Why you should NOT write for content mills

So, if “working in the mill” helped launch my own writing career, why are content mills looked upon as “horrible” by many freelance writers? Here are a few quite valid reasons that I’ve received:

  1. Slave wages. Content mills ask for stellar, SEO-qualified and interesting content- and then pay you a penny per word or even fewer for something that takes all day to produce. Many writers end up earning below minimum wage for their work. Others work 12+ hour days in order to eek out a somewhat decent living from their writing efforts.
  2. Low quality writing. Let’s face it: You simply cannot hope to produce your best work when you’re hustling through 10 or more writing assignments each day. The quality of your submissions will suffer- and so will your reputation as a writer. High paying clients may pass you by once they review your articles and see them riddled with spelling errors and/or mindless drivel.
  3. Wasted time. Writing for content mills uses up the time and energy you could’ve put forth to attract big name clients and budgets. Many content mill writers never send out a query letter that might help them land a better job. Others never have the chance to write for charity and other free publications that at least build up their writing resume. “Penny-wise and pound foolish” becomes the underlying motto of many content mill writers as they chase after a few dollars here and there and miss out on five- and six-figure writing incomes.
  4. Lack of respect. The French author Jules Renard stated, “Writing is the only profession where no one considers you ridiculous if you earn no money.” Some writers won’t work in content mills simply on a matter of principle. In essence, they view writing as a job, and no recruiter in this day and age would expect an employee to work for 50 cents an hour with no benefits. If corporate writers receive $30-$50/hour, then so should freelance writers doing the same type of work. Settling for anything less sets a bad norm for writers and makes other professionals lose respect for them.

The Bottom Line

In the end, is working for content mills a worthwhile venture or a waste of time and effort? It depends. If you can look upon your “time at the mill” as a proving ground for honing your skills and talent, then your efforts are not in vain. If you make sure to allot some of your time towards sending out query letters and courting potential clients with free articles and blog posts, then at least you are making some headway into a more stable and lucrative writing career.

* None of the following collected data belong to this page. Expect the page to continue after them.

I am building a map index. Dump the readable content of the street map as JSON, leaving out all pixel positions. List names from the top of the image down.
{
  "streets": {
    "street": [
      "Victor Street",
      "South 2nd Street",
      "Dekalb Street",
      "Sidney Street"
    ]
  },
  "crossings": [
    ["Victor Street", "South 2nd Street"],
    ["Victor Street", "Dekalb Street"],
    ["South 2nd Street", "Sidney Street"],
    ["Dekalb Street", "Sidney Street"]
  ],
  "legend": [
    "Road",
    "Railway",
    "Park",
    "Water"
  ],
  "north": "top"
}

Unfortunately, the biggest mistake that most content mill writers make is to have no exit strategy in place. Year after year, they settle for less money than they’re worth and miss out on valuable job opportunities. Some content mill writers who have sent out query letters and been rejected feel that “the mill” is the only place that they’ll ever find work, a feeling that becomes a self-fulfilling prophesy once they stop making plans to find anything better.

Personally, I never had an exit strategy in place during my time at “the mill”. In fact, I still submit content to various mills from time to time- especially now that I have clients willing to pay me additional money for that option. However, had I started reaching out sooner to private clients, I would be much better situated today. I also would’ve been able to quit my “real job” sooner to start my freelance writing career. Knowing what I know now, I certainly would’ve taken a different approach earlier on. Alas, my hindsight has always been about 18/20.